We can replicate these processors by having, for example one
processor stepping through the 44 checks in the order 1, 2, 3, . .
. , 43, 44, while a second processor steps through the checks in
the order 23, 24, 25, . . . 43, 44, 1, 2, . . . , 21, 22, etc. Of
course, many other possible orders exist.
[0147] The belief for each of the bits is stored in a single belief
register. Therefore, we carefully select the order that each check
processor uses to step through the checks, in order to avoid any
conflicts caused by two check processors simultaneously accessing
the same belief register of memory as the processors update the bit
beliefs.
[0148] Replicating check processors adds additional complexity to
the decoder. Replicating reduces the number of iterations necessary
to achieve a certain performance, which can be advantageous for
some applications.
[0149] Decoder Architecture
[0150] FIG. 13 show an architecture of our decoder in a greater
detail. Each super processor 1202 contains a check processor 1500
and a set of (e.g., ten) link processors 1600. Each super-processor
is connected to a set of (e.g., ten) banks of belief registers 1400
via the link processors. The number of link processors in each
super-processor is determined by the number of non-zero
sub-matrices in the row corresponding to the super-processor
associated with the base matrix.
[0151] Each link processor 1600 has an associated message register
1700. This architecture is much simpler than the prior art
Richarchson architecture shown in U.S. Pat. No. 6,633,856 to
Richardson FIGS. 15-17.
[0152] During operation, the belief registers 1400 are initialized
with the beliefs produced by the demodulator 1250. The decoder 1200
operates on the beliefs for a predetermined number of iterations.

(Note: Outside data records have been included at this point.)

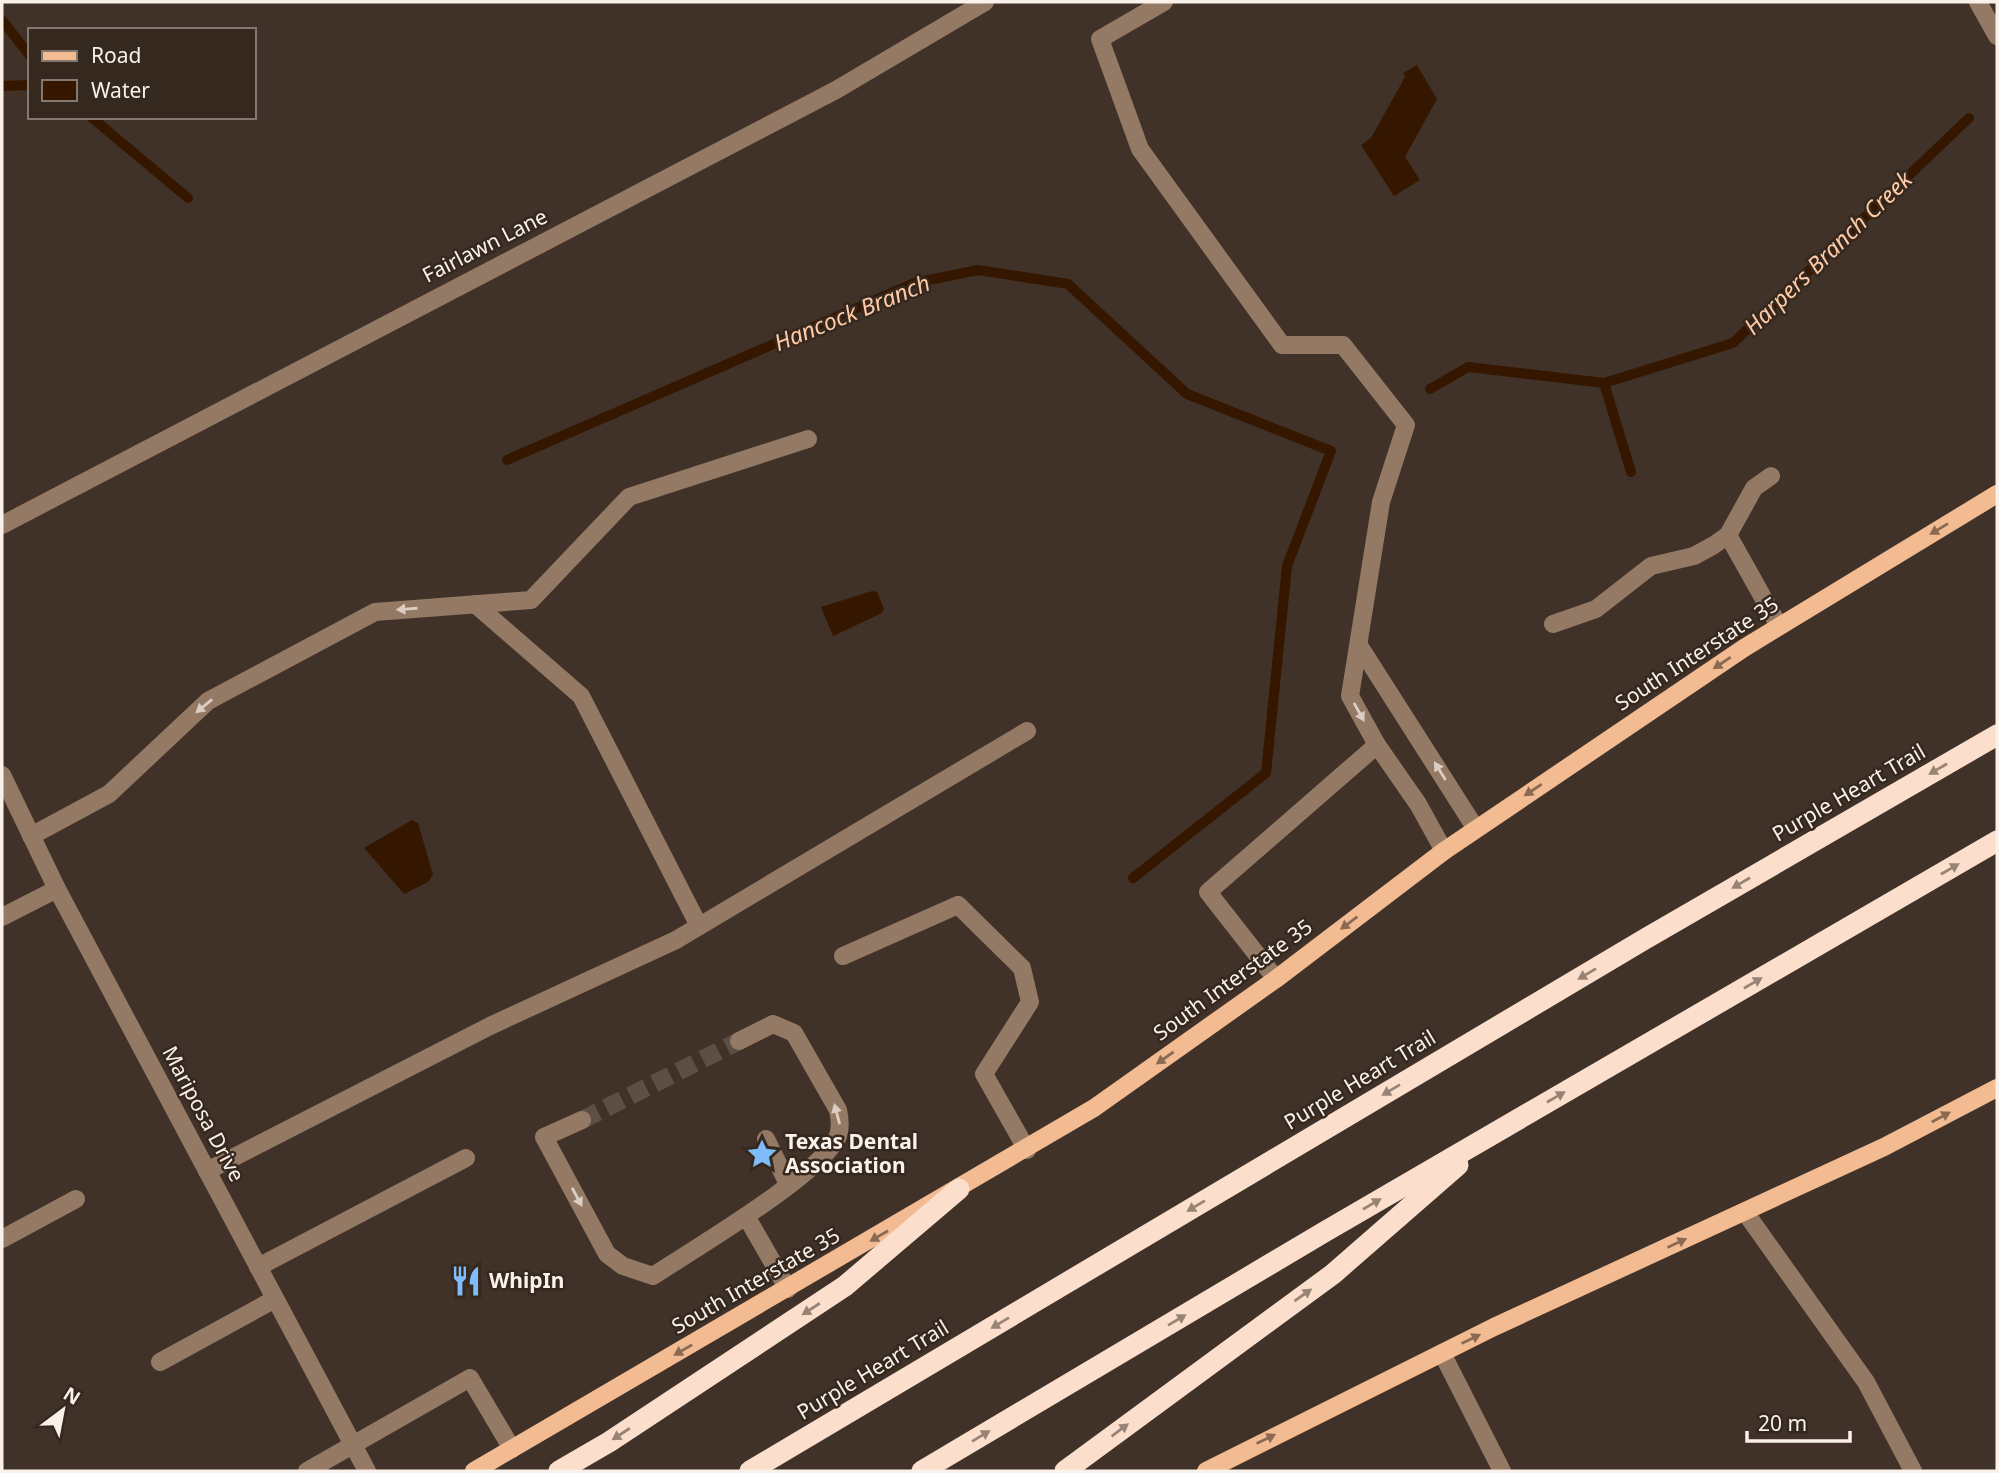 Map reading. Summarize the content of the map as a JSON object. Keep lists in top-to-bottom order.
{
  "streets": {
    "highway": ["Purple Heart Trail"],
    "main road": ["South Interstate 35"],
    "street": ["Fairlawn Lane", "Mariposa Drive"]
  },
  "one_way": ["South Interstate 35"],
  "water": ["Harpers Branch Creek", "Hancock Branch"],
  "places": {
    "place": ["Texas Dental Association"],
    "restaurant": ["WhipIn"]
  },
  "legend": ["Road", "Water"],
  "scale_bar": "20 m",
  "north": "top right"
}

During each iteration, beliefs and messages are passed back and
forth between the belief registers and the check processors 1500
via the link processors 1600. The messages are stored in message
registers 1700.
[0153] The link processors enforce that the beliefs stay within a
predetermined range of values, e.g., that the values do not
underflow or overflow the register size. In a preferred embodiment,
the message registers 1700 store only check-to-bit messages. The
memory can be stored in shift registers as generally described
below. When the decoding terminates, the final beliefs can be read
from belief registers and thresholded to recover the input
data.
[0154] It should be noted, that the architecture does not include
bit processors as might be found in prior art decoders. Also,
processors are associated with the links themselves.
[0155] Belief Registers
[0156] FIG. 14 shows a structure a bank of belief registers in
greater detail. The set of belief registers are grouped to form
multiple banks of belief registers. Each bank of belief registers
1400 is associated with one column in the base matrix of the code,
see FIG. 9. Each bank of belief registers stores the beliefs
corresponding to variable nodes (bits) in the corresponding base
matrix column. Line 1402 is used to initialize the register.

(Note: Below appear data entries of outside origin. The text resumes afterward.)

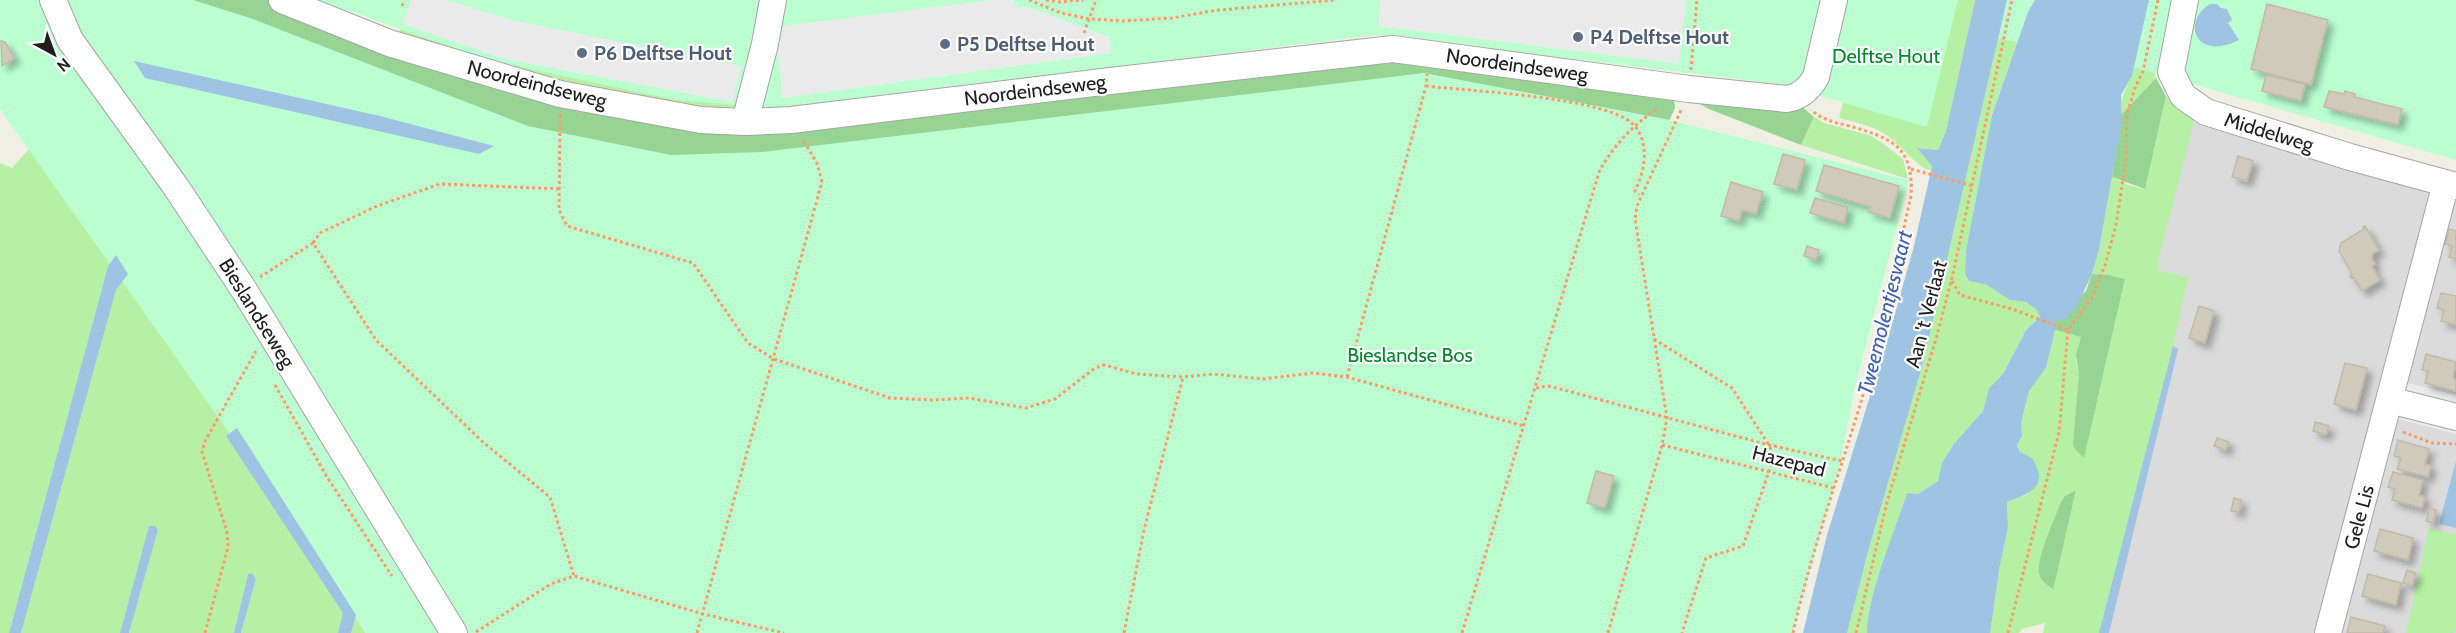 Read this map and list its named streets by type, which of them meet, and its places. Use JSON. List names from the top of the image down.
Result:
{
  "streets": {
    "street": [
      "Noordeindseweg",
      "Middelweg",
      "Bieslandseweg",
      "Gele Lis"
    ],
    "path": ["Aan 't Verlaat", "Hazepad"]
  },
  "crossings": [
    ["Middelweg", "Gele Lis"]
  ],
  "water": ["Tweemolentjesvaart"],
  "parks": ["Delftse Hout", "Bieslandse Bos"],
  "places": ["P4 Delftse Hout", "P5 Delftse Hout", "P6 Delftse Hout"],
  "north": "bottom right"
} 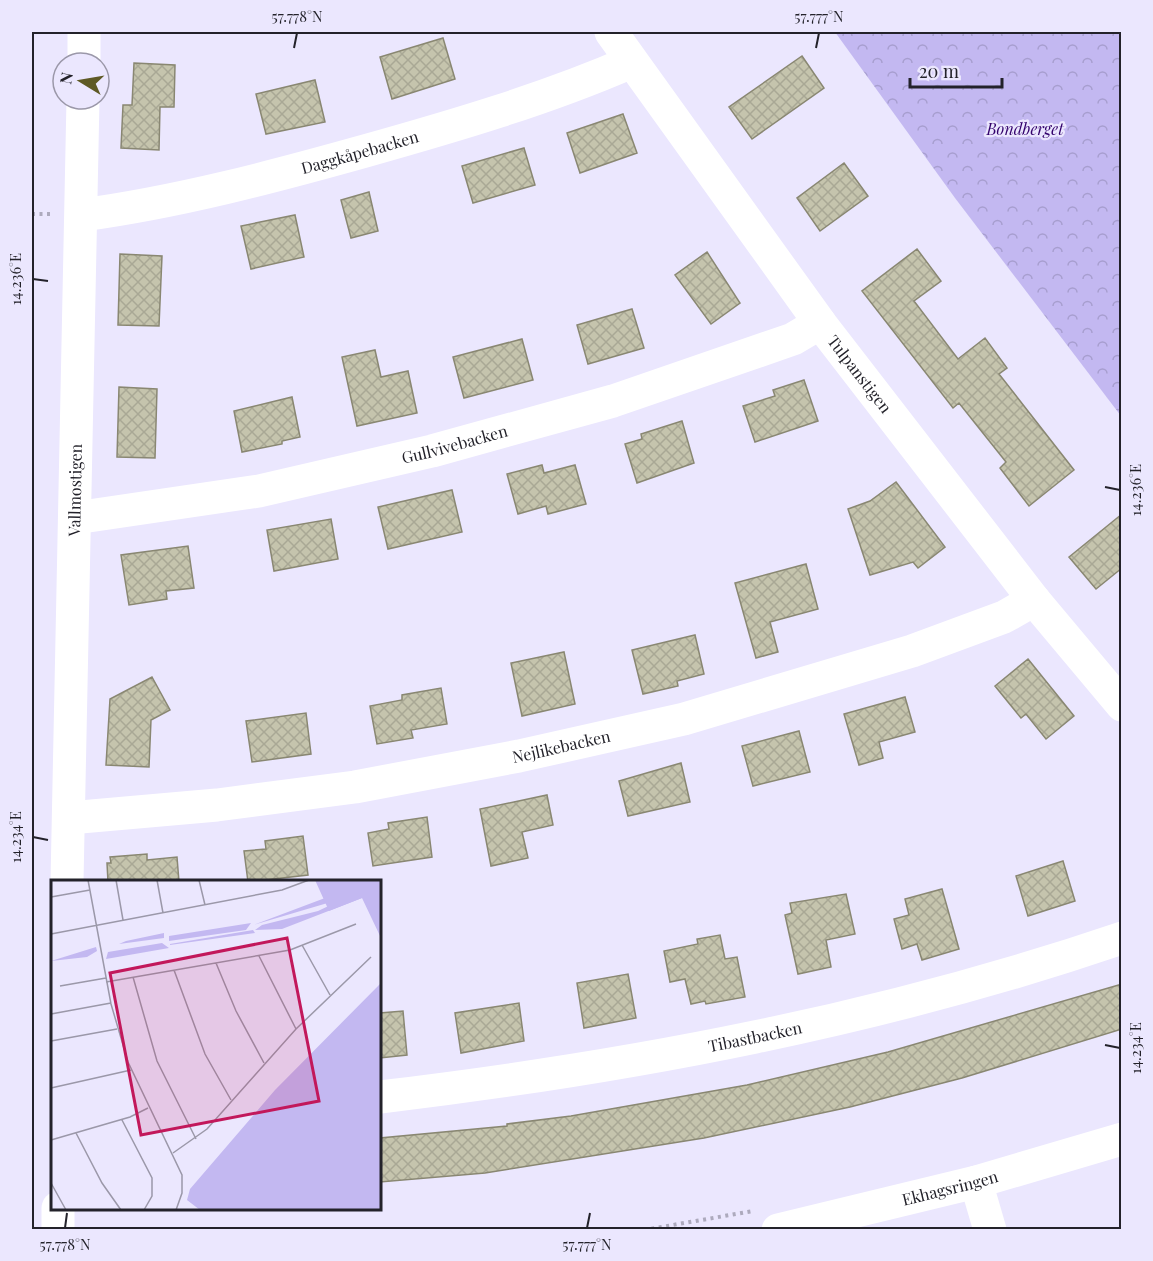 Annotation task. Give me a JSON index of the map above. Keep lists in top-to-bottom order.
{
  "streets": {
    "street": [
      "Daggkåpebacken",
      "Tulpanstigen",
      "Gullvivebacken",
      "Vallmostigen",
      "Nejlikebacken",
      "Tibastbacken",
      "Ekhagsringen"
    ]
  },
  "crossings": [
    ["Daggkåpebacken", "Tulpanstigen"],
    ["Daggkåpebacken", "Vallmostigen"],
    ["Tulpanstigen", "Gullvivebacken"],
    ["Tulpanstigen", "Nejlikebacken"],
    ["Gullvivebacken", "Vallmostigen"],
    ["Vallmostigen", "Nejlikebacken"]
  ],
  "parks": ["Bondberget"],
  "scale_bar": "20 m",
  "north": "left",
  "coordinates": [
    "57.778°N",
    "57.777°N",
    "14.236°E",
    "14.234°E"
  ]
}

[0157] Instead of storing the beliefs statically, and accessing the
beliefs as required, in this embodiment of the invention, we store
the beliefs in shift registers, and the values automatically cycle
from one stage to another, until the values are sent to the
appropriate super-processor. This design exploits the fact the
quasi-cyclic structure of the LDPC code.
[0158] A bank of belief register contains z stages (individual
belief registers) 1410, where z is the dimension of permutation
matrices. As can be seen, the stages are shifted in a circular
manner so that each stage either passes its belief to the next
stage or outputs its belief to the connected link processor 1600.
The input for a stage is either the belief coming from the previous
stage or the updated belief from the connected link node processor.
The init signal 1402 forces all the stages to load the channel
information from the demodulator 1150 of a new block to be
decoded.
[0159] It should be noted that only selected stages are connected
to the link processors. The placement of the connections to the
link processors mostly depends on the base matrix used. Thus, if a
certain super-processor is connected to a given bank of belief
registers, and the base matrix has a permutation matrix of P.sub.t
for that connection, then normally one would connect the t.sup.th
stage to the super-processor. However, it is important that there
is an additional degree of freedom that can be exploited. One can
choose, for a particular super-processor, to always connect to
stage t+k instead of stage t. As long as one does that consistently
for every connection coming out of a super-processor, the decoder
will still operate correctly. This degree of freedom, which we call
the "shift degree of freedom" is exploited to ensure that two
super-processors do not simultaneously access the same belief
register. In hardware implementations, it is sometimes useful for
detailed timing reasons to avoid having two connections to
super-processors appear in adjacent stages. We can also optimize
the shift degree of freedom to also avoid this situation.
[0160] Check Processor
[0161] FIG. 15A shows the check processor 1500. The check processor
has ten inputs 1501 and ten outputs 1502, one from each associated
link processor, see FIG. 13. Each of the inputs comes from a
different link processor, and each of the outputs goes to a
different link processor. The check processor receives inputs
corresponding to belief-to-check messages, and it computes output
messages corresponding to check-to-bit messages. Note that the
check-to-bit messages are stored in message registers 1700, but the
bit-to-check messages are not stored, and are instead computed as
necessary.
[0162] The check processor implements a belief propagation message
update rule. In the embodiment described here, the check processor
updates according to the min-sum rule described above and below
using XOR gates, comparator gates, and MUX blocks shown in FIGS.
15A-15C.
[0163] The min-sum message-update rules are defined as follows.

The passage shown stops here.